Stored data entries:
------------------------------------------------------------------------

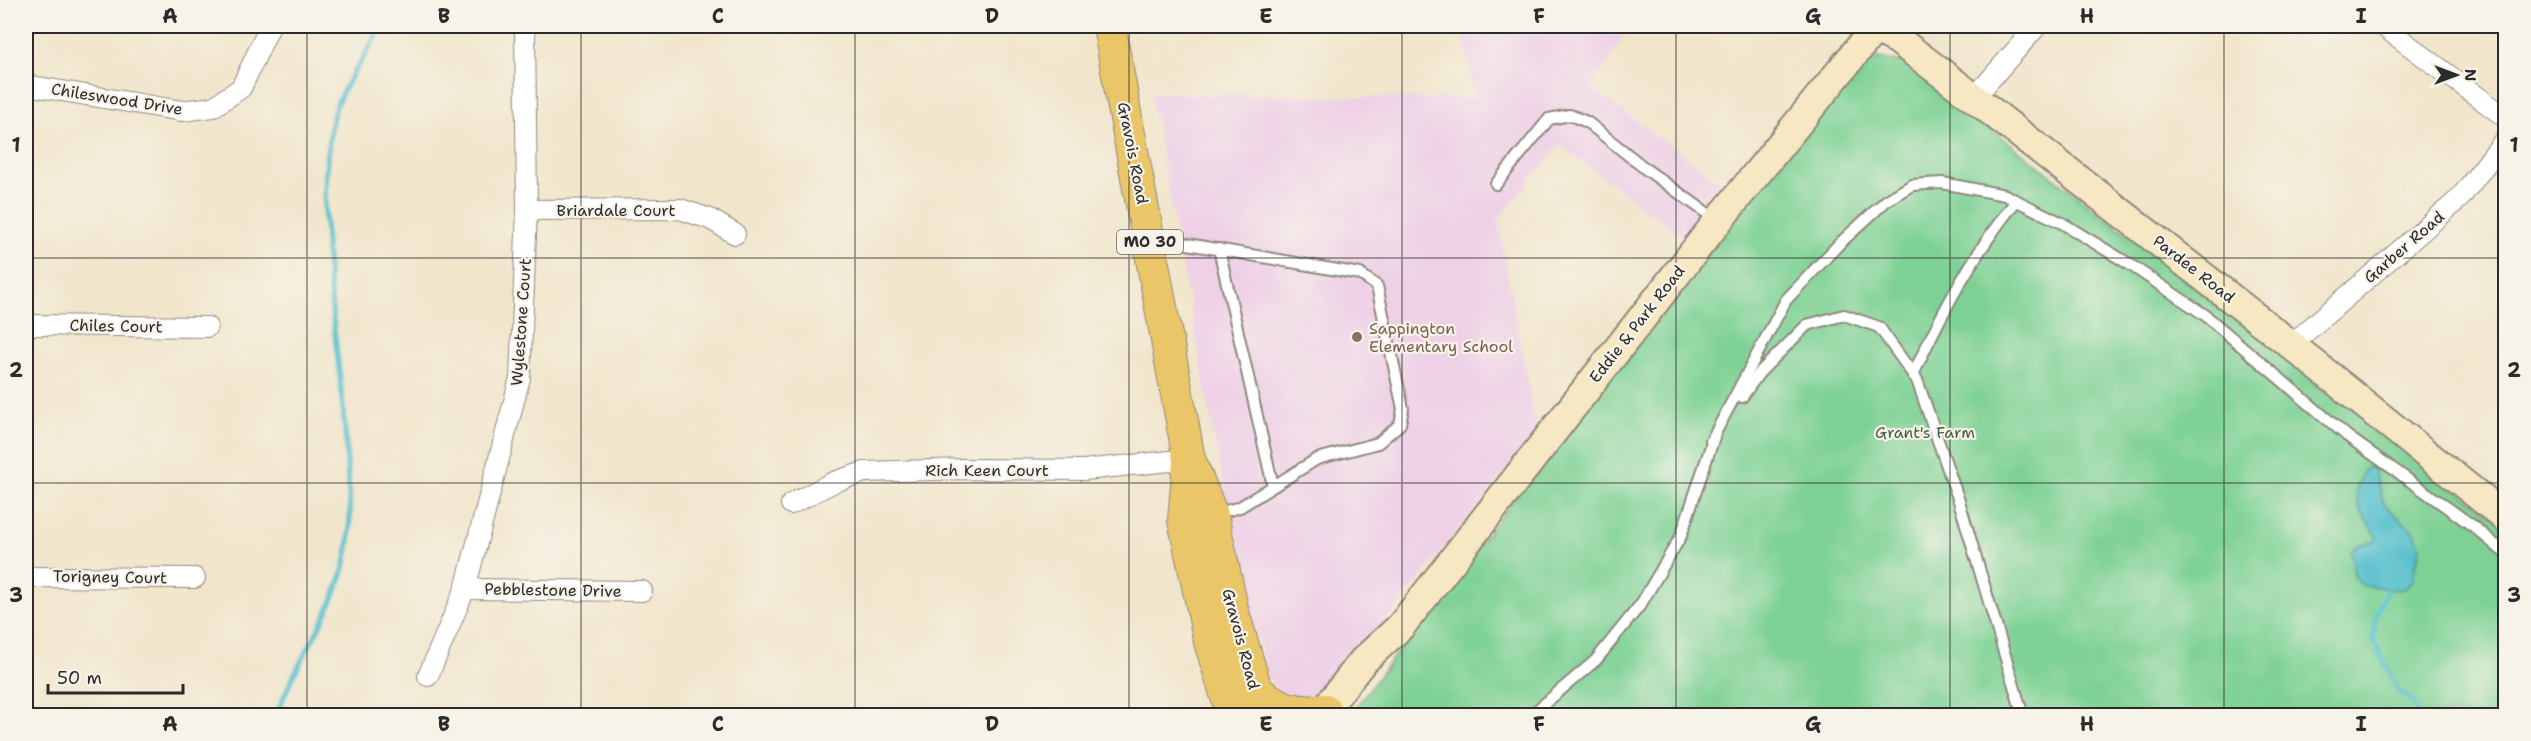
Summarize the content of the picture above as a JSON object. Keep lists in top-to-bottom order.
{
  "streets": {
    "main road": ["Gravois Road", "MO 30"],
    "street": [
      "Chileswood Drive",
      "Briardale Court",
      "Garber Road",
      "Pardee Road",
      "Wylestone Court",
      "Eddie & Park Road",
      "Chiles Court",
      "Rich Keen Court",
      "Torigney Court",
      "Pebblestone Drive"
    ]
  },
  "crossings": [
    ["Gravois Road", "Rich Keen Court"],
    ["Briardale Court", "Wylestone Court"],
    ["Garber Road", "Pardee Road"],
    ["Pardee Road", "Eddie & Park Road"],
    ["Wylestone Court", "Pebblestone Drive"]
  ],
  "parks": ["Grant's Farm"],
  "places": ["Sappington Elementary School"],
  "scale_bar": "50 m",
  "north": "right",
  "grid": {
    "columns": [
      "A",
      "B",
      "C",
      "D",
      "E",
      "F",
      "G",
      "H",
      "I"
    ],
    "rows": ["1", "2", "3"]
  }
}
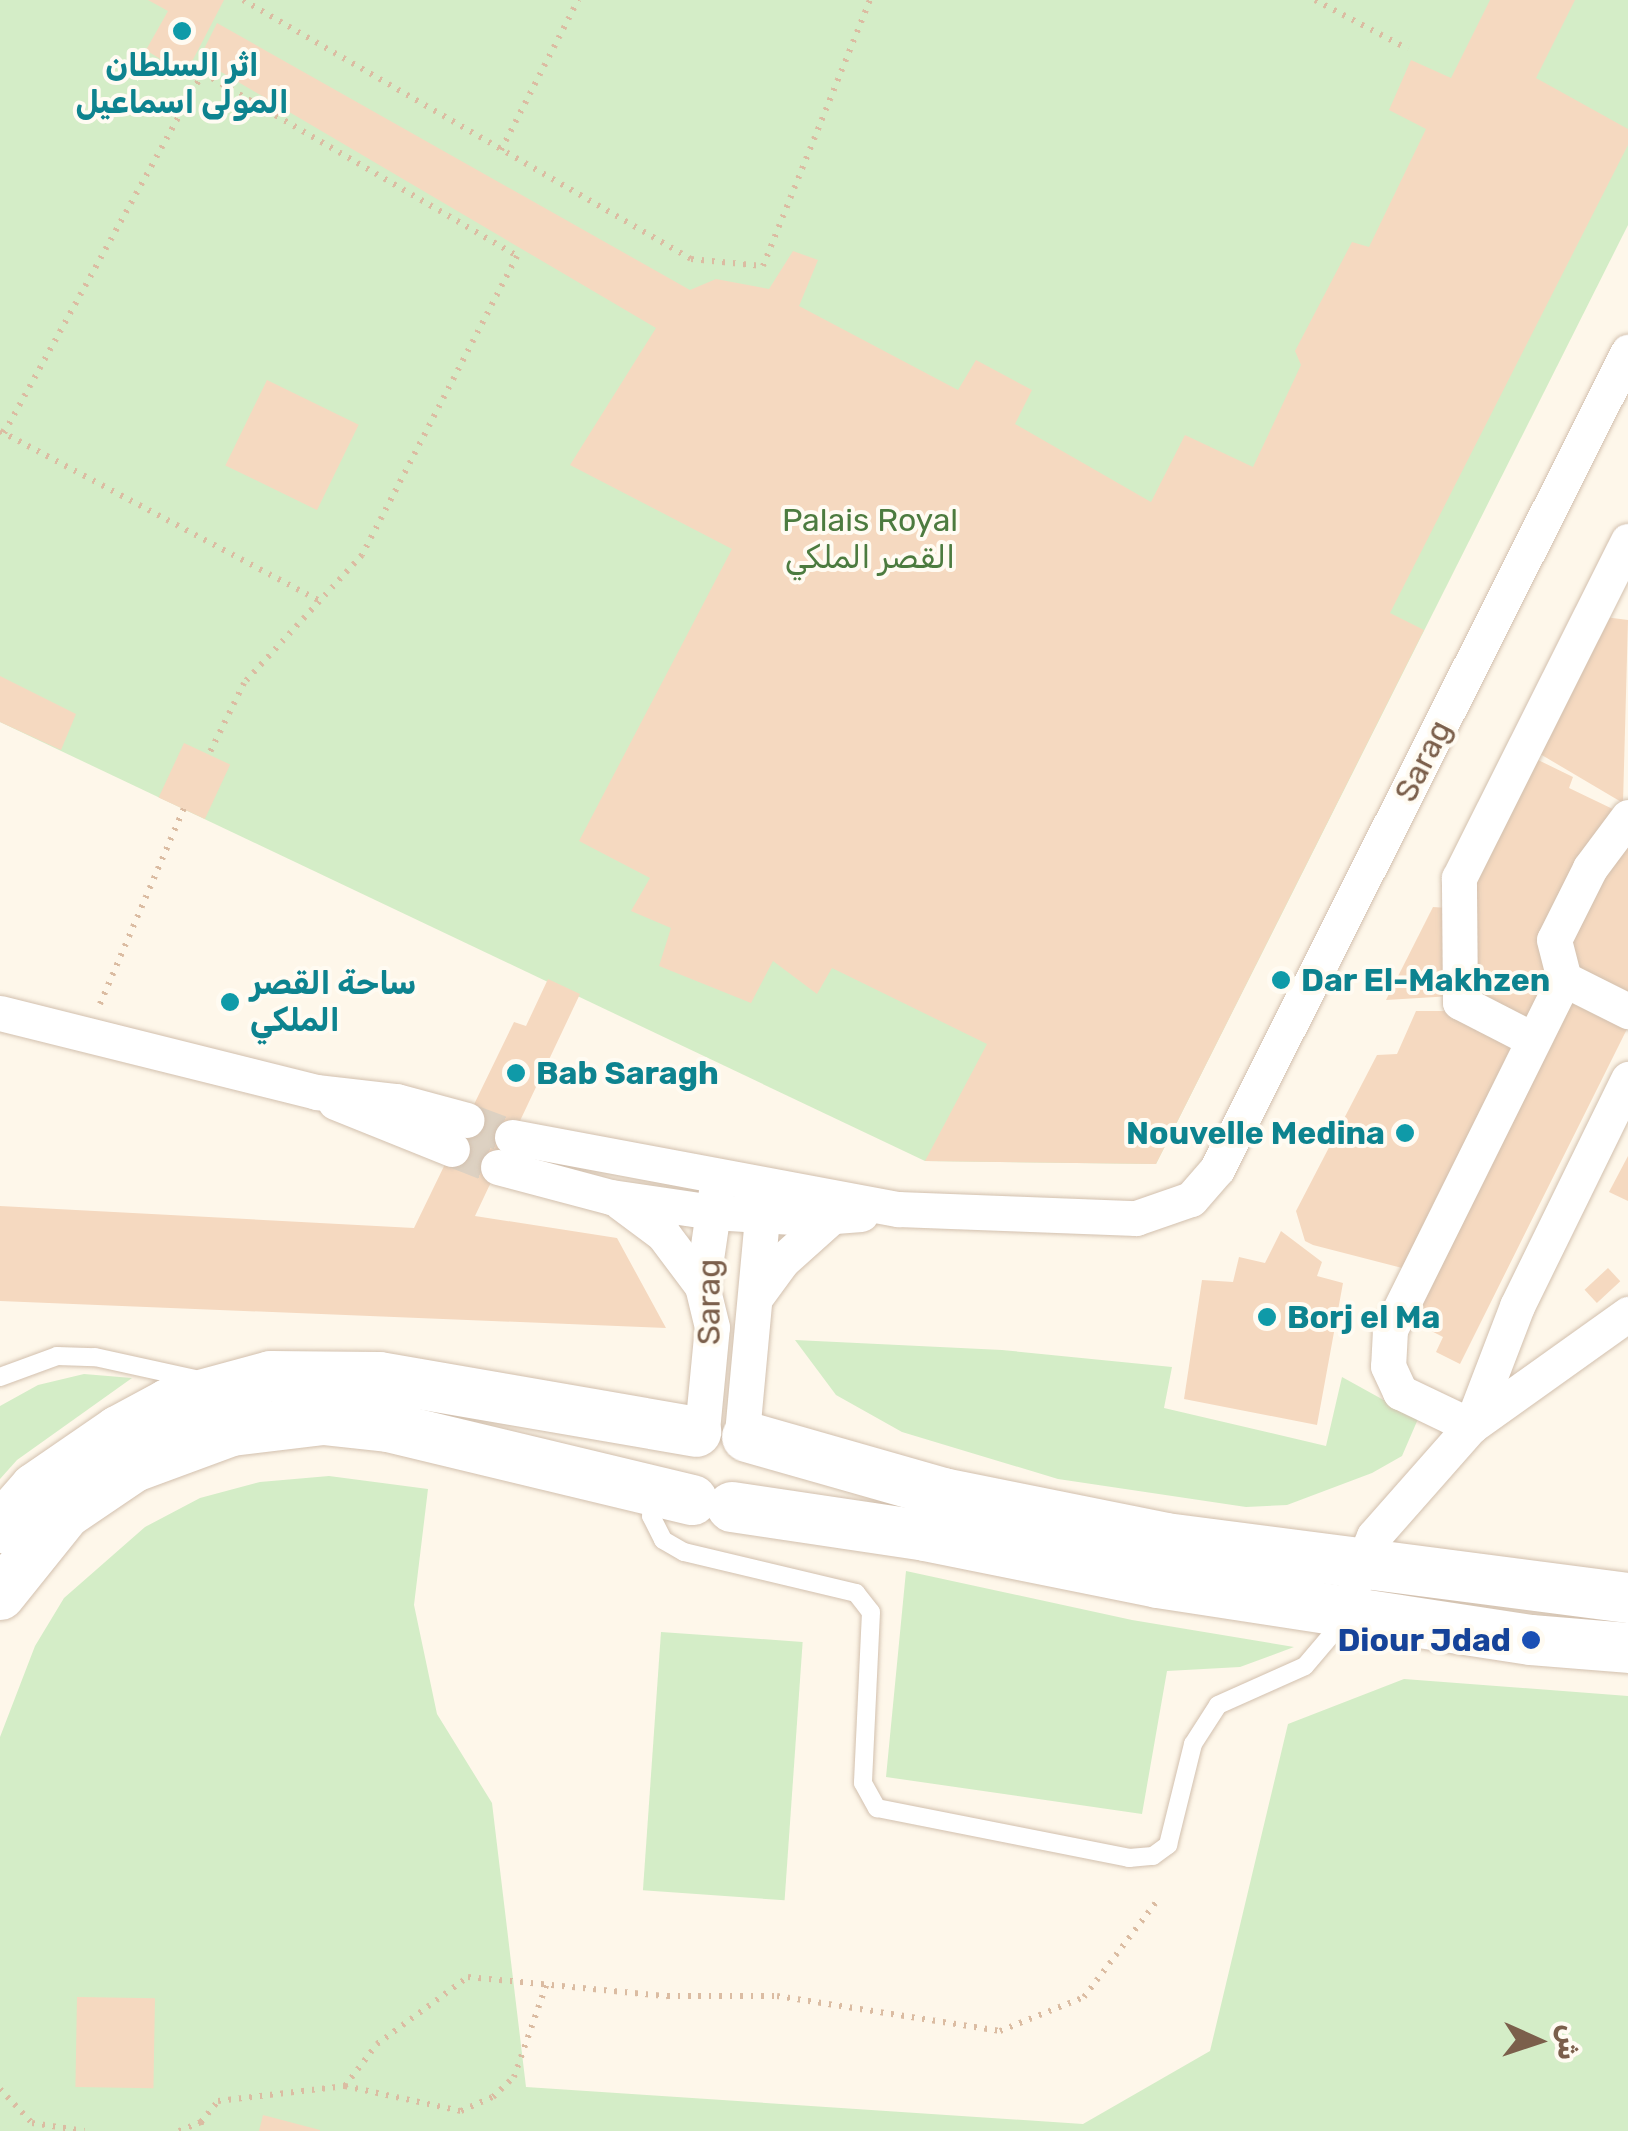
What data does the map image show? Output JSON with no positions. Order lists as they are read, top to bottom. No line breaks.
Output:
{"streets":{"street":["Sarag"]},"parks":["Palais Royal القصر الملكي"],"places":["اثر السلطان المولى اسماعيل","Dar El-Makhzen","ساحة القصر الملكي","Bab Saragh","Nouvelle Medina","Borj el Ma","Diour Jdad"],"north":"right"}
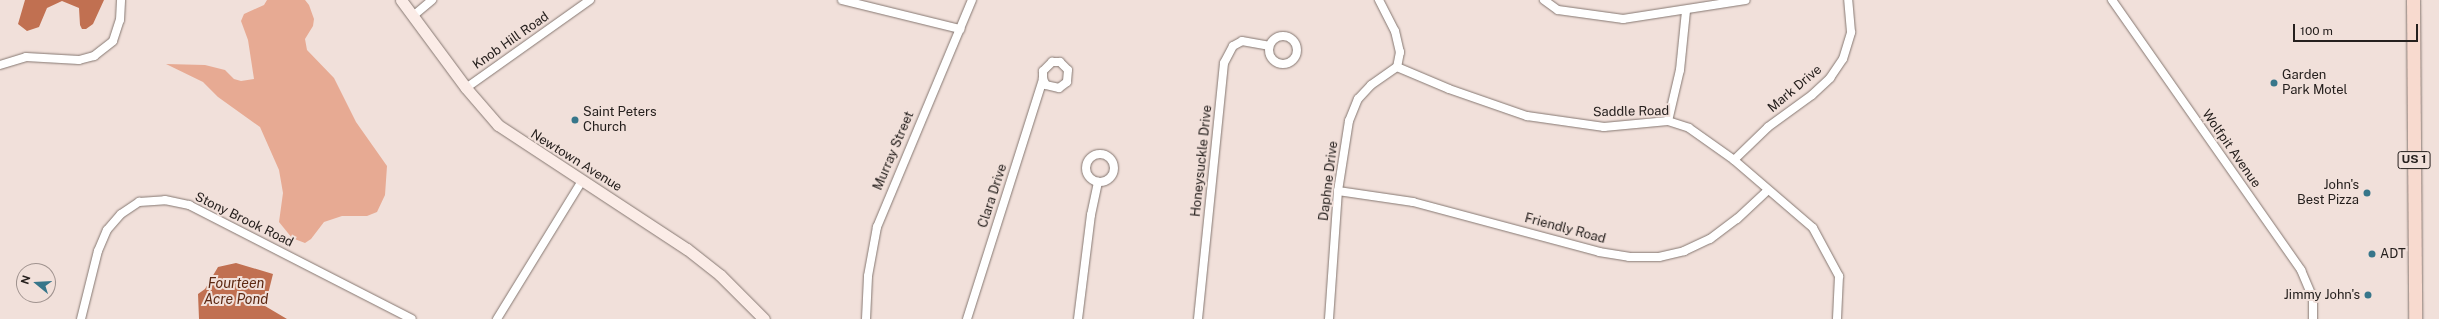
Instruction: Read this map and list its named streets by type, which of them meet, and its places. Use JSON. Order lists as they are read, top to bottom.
{
  "streets": {
    "main road": ["US 1", "Newtown Avenue"],
    "street": [
      "Knob Hill Road",
      "Mark Drive",
      "Saddle Road",
      "Wolfpit Avenue",
      "Murray Street",
      "Honeysuckle Drive",
      "Daphne Drive",
      "Clara Drive",
      "Stony Brook Road",
      "Friendly Road"
    ]
  },
  "crossings": [
    ["Knob Hill Road", "Newtown Avenue"],
    ["Mark Drive", "Saddle Road"],
    ["Saddle Road", "Daphne Drive"],
    ["Saddle Road", "Friendly Road"],
    ["Daphne Drive", "Friendly Road"]
  ],
  "water": ["Fourteen Acre Pond"],
  "places": [
    "Garden Park Motel",
    "Saint Peters Church",
    "John's Best Pizza",
    "ADT",
    "Jimmy John's"
  ],
  "scale_bar": "100 m",
  "north": "left"
}
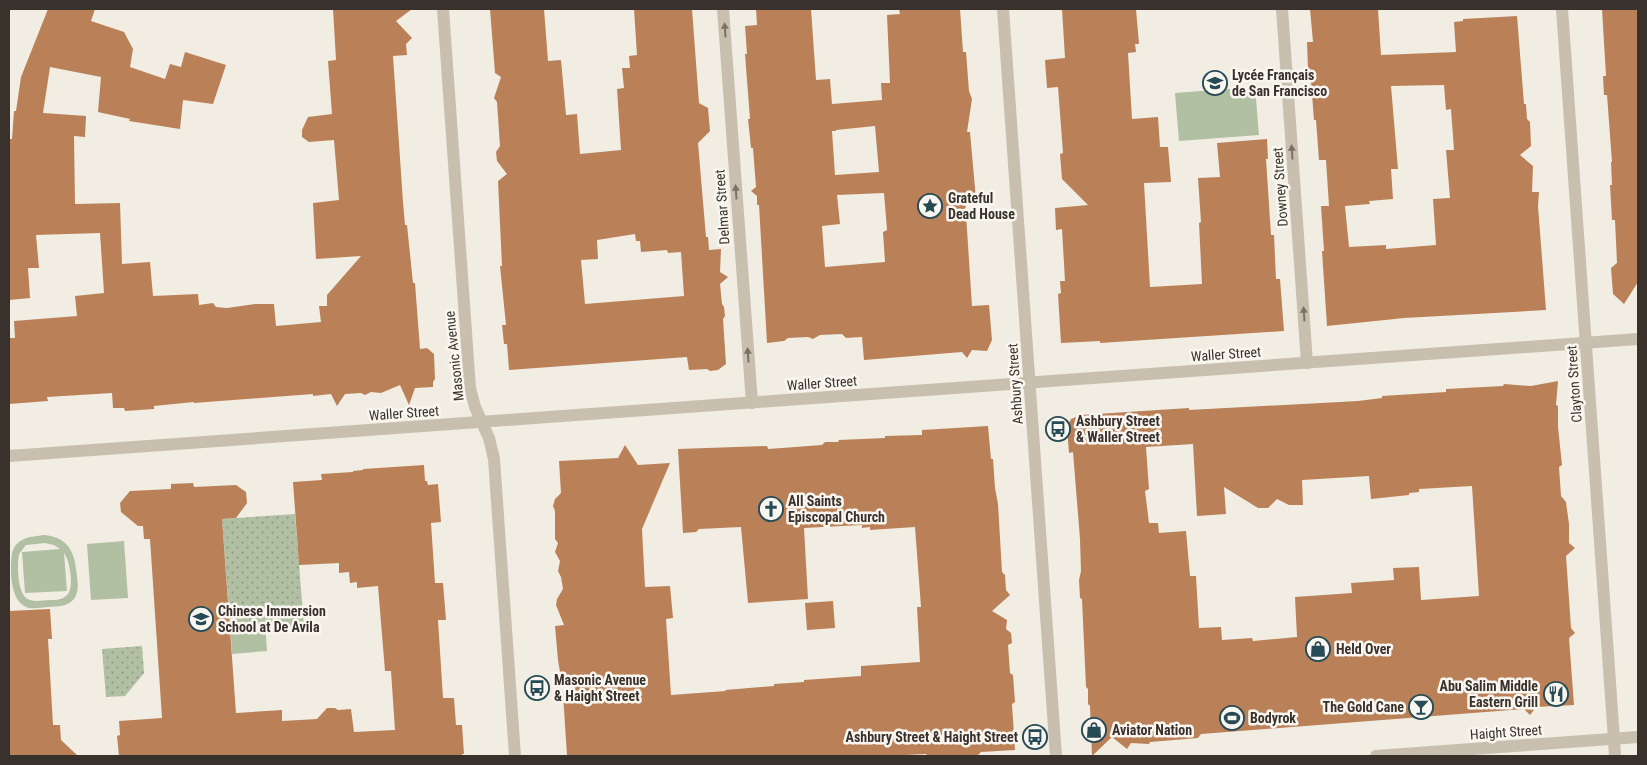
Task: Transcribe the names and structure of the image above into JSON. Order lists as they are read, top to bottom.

------------------------------------------------------------------------

◆ ASSIGNED TASK
Copy each line above that contains the string "image".

◆ OUTPUT FOR THIS EXERCISE
What data does the map image show? Output JSON with no positions. Order lists as they are read, top to bottom. No line breaks.
Task: Transcribe the names and structure of the image above into JSON. Order lists as they are read, top to bottom.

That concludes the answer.